Though the bare bones of the plot are familiar from dozens of other movies, by all accounts this film delves deeper than the average “teacher movie.” The students are played by non-actors and the focus is exclusively on their lives in the classroom and the ways that they learn and relate to each other. The film has been incredibly well-received, showing up on a number of Top 10s and winning the Palm D’Or at the 2008 Cannes Film Festival.
France’s Track Record: 34 nominations, 9 competitive wins (1958, 1959, 1962, 1966, 1972, 1973, 1977, 1978, 1992), 3 honorary Oscars

Departures (Japan)
Director: Yojiro Takita
Plot: An unemployed cellist, having given up on his musical aspirations, returns to his hometown and tries to regain a sense of balance in his life. Looking through the classifieds, he finds a job which requires “assisting departures” and decides to pursue it, believing the position to be in the travel industry. When he arrives, however, he learns that the job is in a funeral home and would require him to perform the ceremonial aspects necessary before cremation can take place. He reluctantly accepts and, against all odds, finds himself enjoying his new life.

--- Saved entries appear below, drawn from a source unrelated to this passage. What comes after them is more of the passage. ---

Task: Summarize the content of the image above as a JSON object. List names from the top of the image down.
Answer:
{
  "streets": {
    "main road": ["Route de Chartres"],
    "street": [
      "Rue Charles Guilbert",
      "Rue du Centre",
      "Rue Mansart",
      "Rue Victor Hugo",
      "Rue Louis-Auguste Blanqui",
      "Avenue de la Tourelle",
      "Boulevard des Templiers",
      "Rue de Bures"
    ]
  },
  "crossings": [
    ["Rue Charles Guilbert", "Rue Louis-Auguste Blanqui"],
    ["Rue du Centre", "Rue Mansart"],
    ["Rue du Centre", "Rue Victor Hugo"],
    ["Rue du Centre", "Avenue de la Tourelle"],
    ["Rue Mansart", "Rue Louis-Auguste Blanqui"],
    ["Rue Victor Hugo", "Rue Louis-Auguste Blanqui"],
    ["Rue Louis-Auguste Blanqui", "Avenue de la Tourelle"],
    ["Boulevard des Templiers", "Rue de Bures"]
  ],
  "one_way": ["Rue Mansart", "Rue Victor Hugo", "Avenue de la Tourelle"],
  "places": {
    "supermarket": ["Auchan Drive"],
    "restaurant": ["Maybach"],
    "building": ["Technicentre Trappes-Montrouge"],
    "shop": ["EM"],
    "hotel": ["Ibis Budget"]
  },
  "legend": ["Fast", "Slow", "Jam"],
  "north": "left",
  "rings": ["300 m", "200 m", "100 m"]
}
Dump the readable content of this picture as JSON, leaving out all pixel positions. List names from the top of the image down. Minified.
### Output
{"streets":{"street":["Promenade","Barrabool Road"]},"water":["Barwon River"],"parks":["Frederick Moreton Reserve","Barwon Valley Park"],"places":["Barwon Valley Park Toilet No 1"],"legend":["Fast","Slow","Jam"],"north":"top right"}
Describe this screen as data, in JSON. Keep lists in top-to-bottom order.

I haven’t heard, well, anything about this one so I’m not really certain how it’s been received by critics, though it has won a few festival awards.
Japan’s Track Record: 12 nominations, 0 competitive wins, 3 honorary Oscars

Revanche (Austria)
Director: Gotz Spielmann
Plot: A thriller about a thug who works for a brothel owner and falls in love with one of the prostitutes. The two run away together to the countryside, where they get involved in a botched bank robbery and are forced to cool their heels on the outskirts of the town, living with the thug’s father in his cabin. Their lives soon become tied up with those of a local cop and his wife.

This is another movie that I haven’t heard much about, though it’s been much lauded in both Germany and Austria. The trailer (slightly NSFW – gotta love European cinema) is intriguing, though it seems a bit spoilery.
Austria’s Track Record: 2 nominations, 1 win (2007)

Waltz With Bashir (Israel)
Director: Ari Folman
Plot: The film follows Folman as he attempts to remember his experiences as an Israeli soldier during the 1982 war with Lebanon. His inability to recall any of the events of this period bother him and in an attempt to understand what happened – and why he might be repressing it – he seeks out former friends, fellow soldiers, a psychologist and a reporter who covered the conflict. The story is related by means of a form of animation which combines classic animation with Flash cutouts.

A mixture of forms and genres, this animated documentary is certainly the leader amongst the nominees in terms of buzz, but it is also exactly the kind of film that the Academy has no idea what to do with, which is why it wouldn’t surprise me at all if it walked away empty-handed. It has garnered a number of awards as Best Animated Feature, Best Foreign Language Feature and Best Documentary Feature.